Among the lines of the data, copy those that hold "Turn".

Stored items
------------------------------------

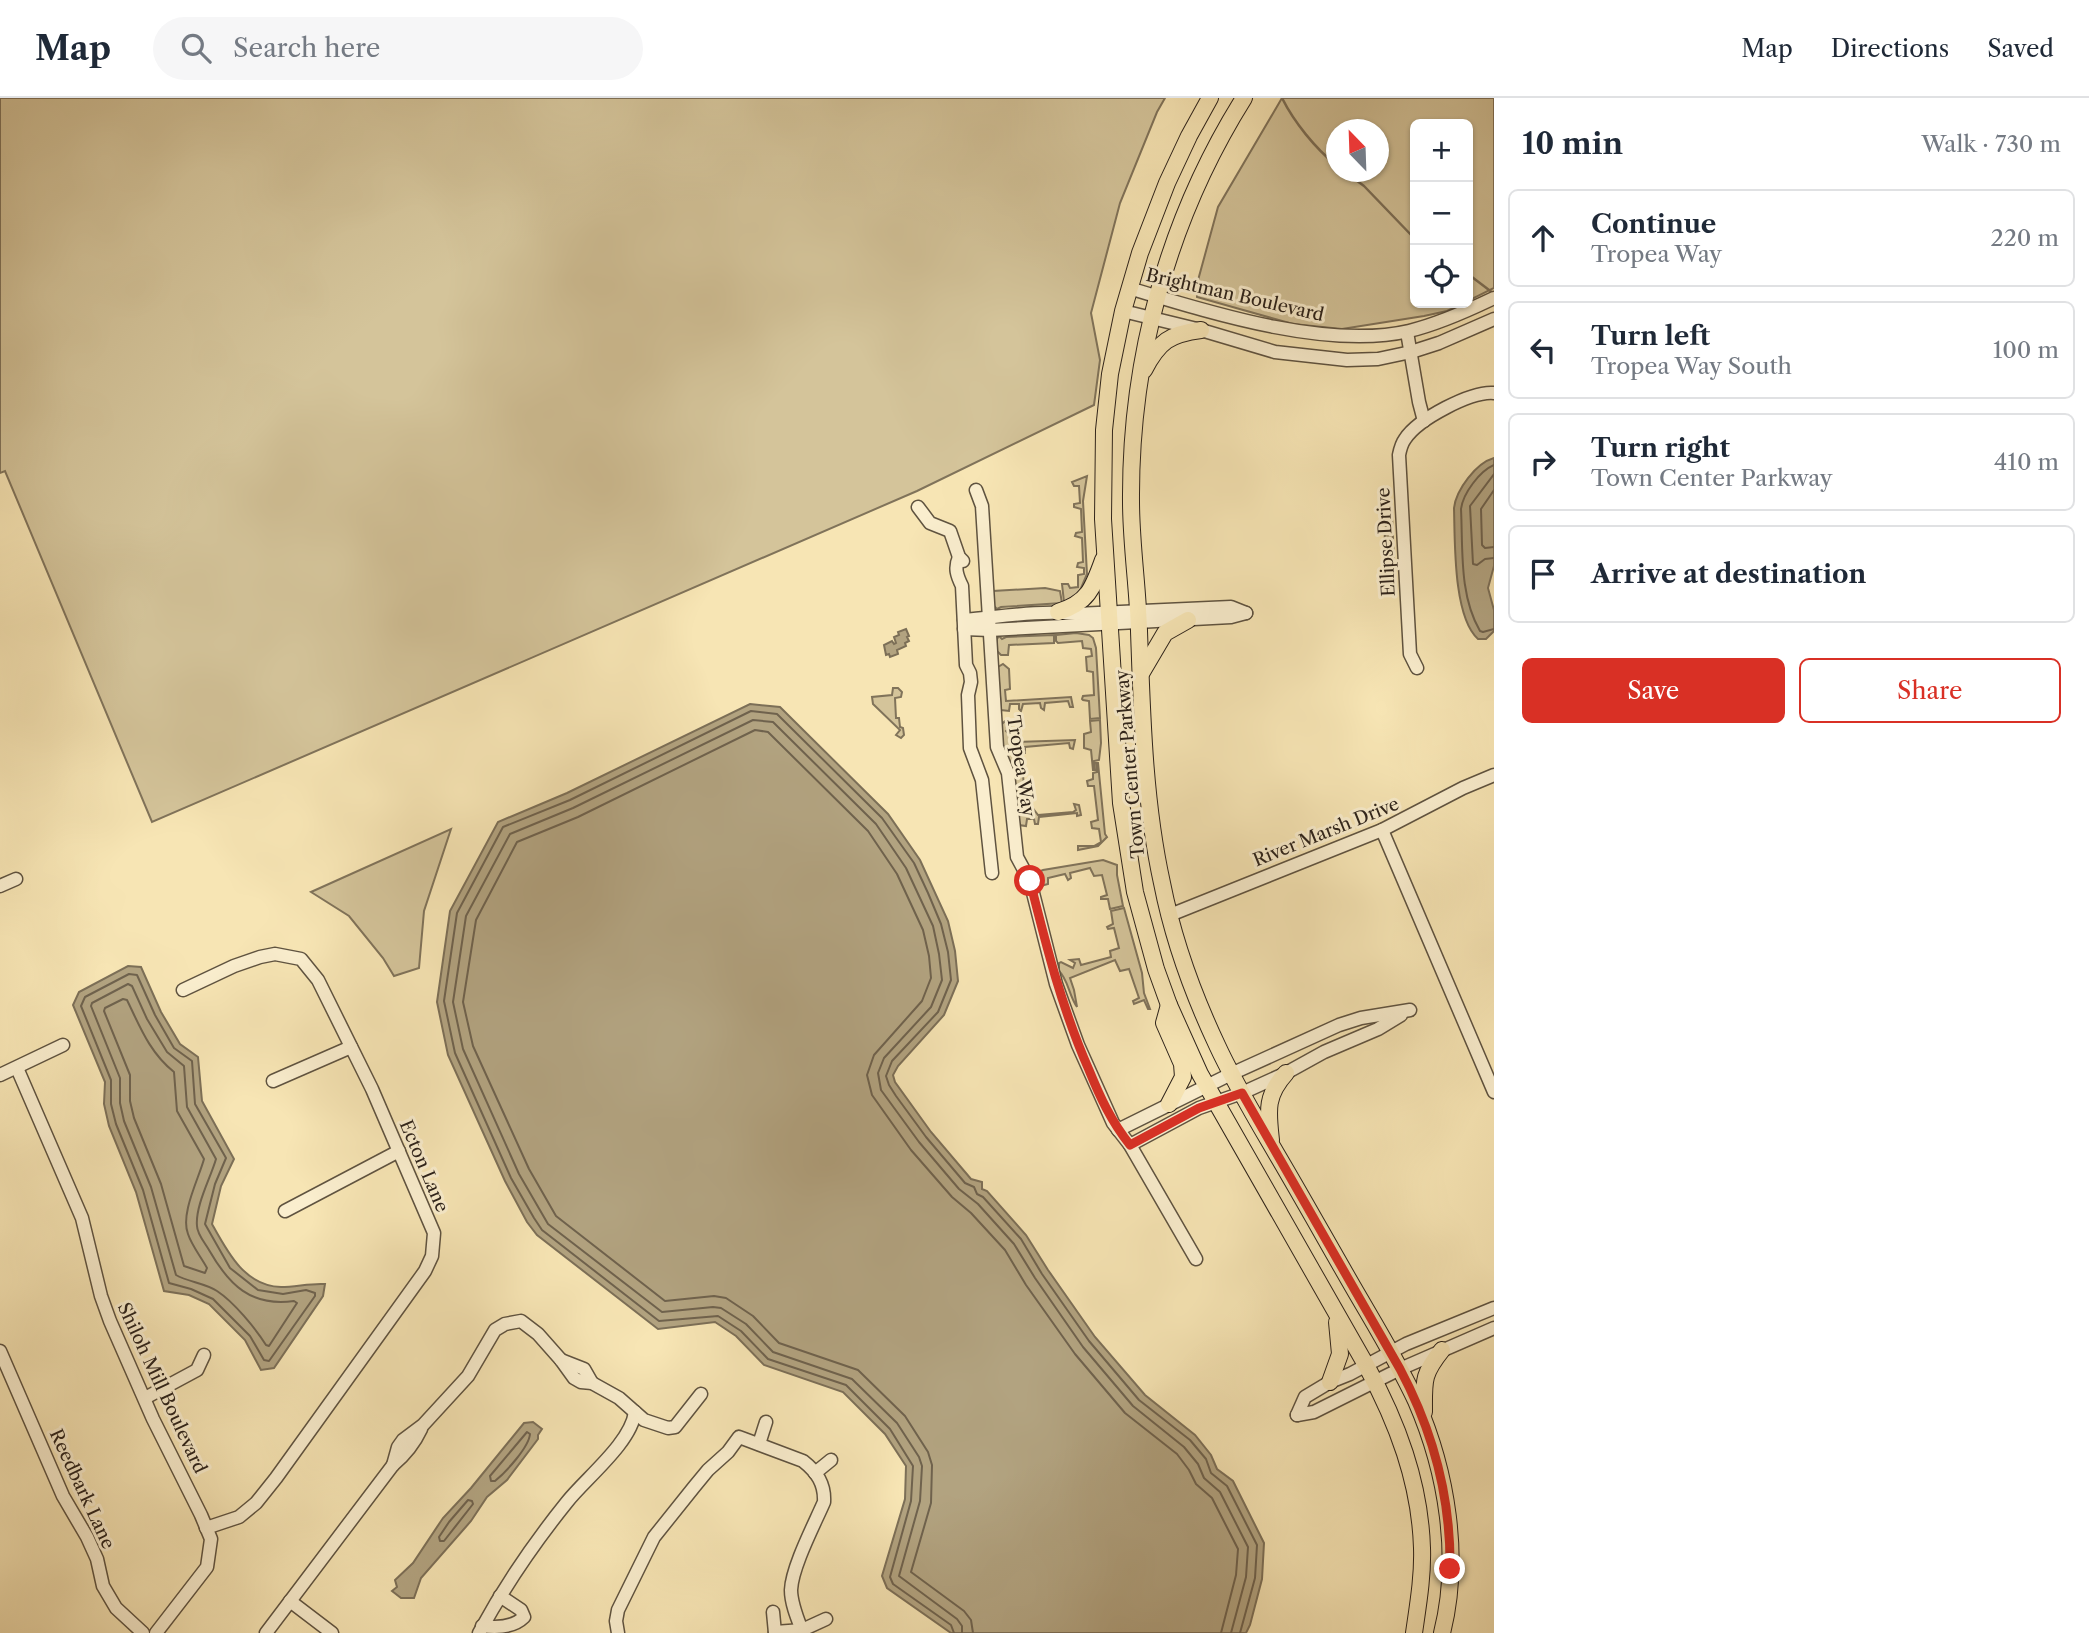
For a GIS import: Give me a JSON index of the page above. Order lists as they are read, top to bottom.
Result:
{
  "streets": {
    "main road": ["Town Center Parkway"],
    "street": [
      "Brightman Boulevard",
      "Ellipse Drive",
      "Tropea Way",
      "River Marsh Drive",
      "Ecton Lane",
      "Shiloh Mill Boulevard",
      "Reedbark Lane"
    ]
  },
  "crossings": [
    ["Brightman Boulevard", "Town Center Parkway"],
    ["Town Center Parkway", "River Marsh Drive"],
    ["Ecton Lane", "Shiloh Mill Boulevard"]
  ],
  "north": "top left",
  "page": {
    "header": "Map",
    "search": "Search here",
    "nav": ["Map", "Directions", "Saved"],
    "heading": ["10 min", "Walk · 730 m"],
    "map_buttons": ["+", "−"],
    "list": [
      ["Continue", "Tropea Way", "220 m"],
      ["Turn left", "Tropea Way South", "100 m"],
      ["Turn right", "Town Center Parkway", "410 m"],
      "Arrive at destination"
    ],
    "buttons": ["Save", "Share"]
  }
}
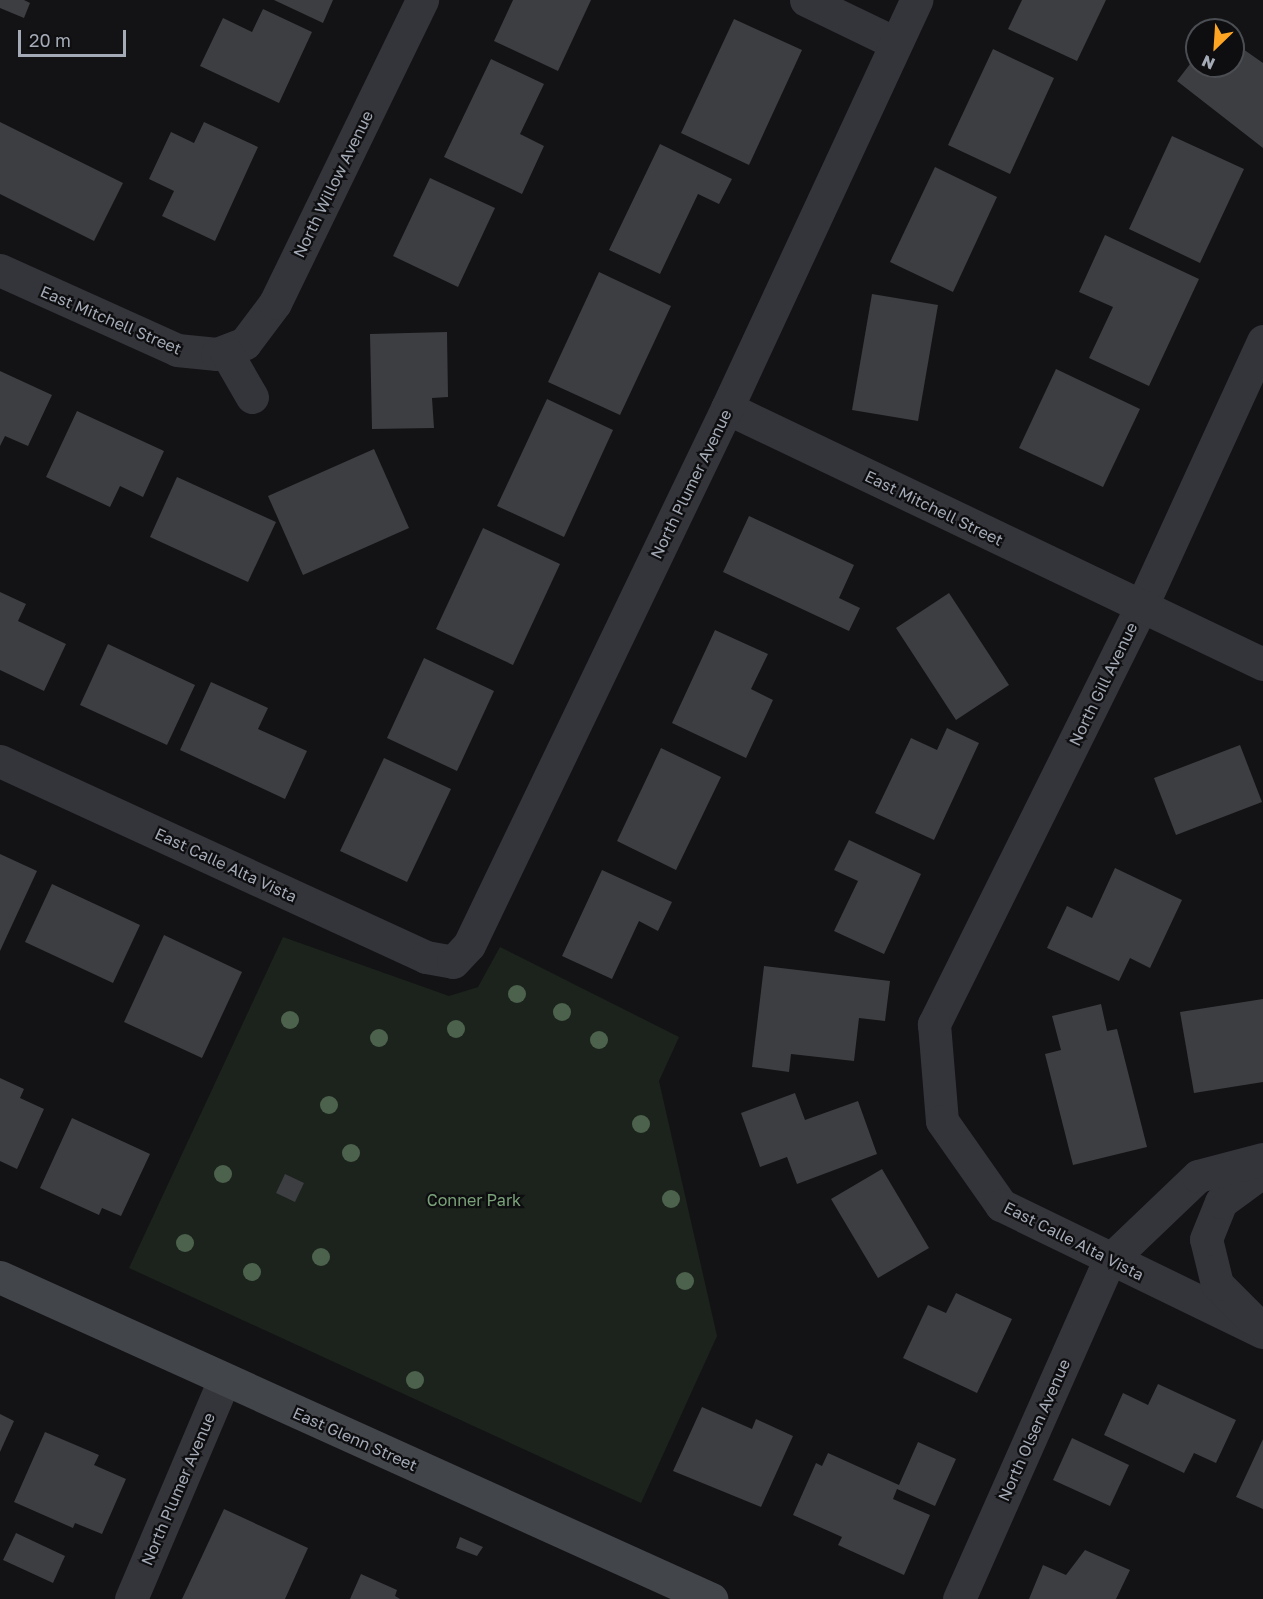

------------------------------------

▸ PROBLEM SOLUTION
      ["Turn left", "Tropea Way South", "100 m"],
      ["Turn right", "Town Center Parkway", "410 m"],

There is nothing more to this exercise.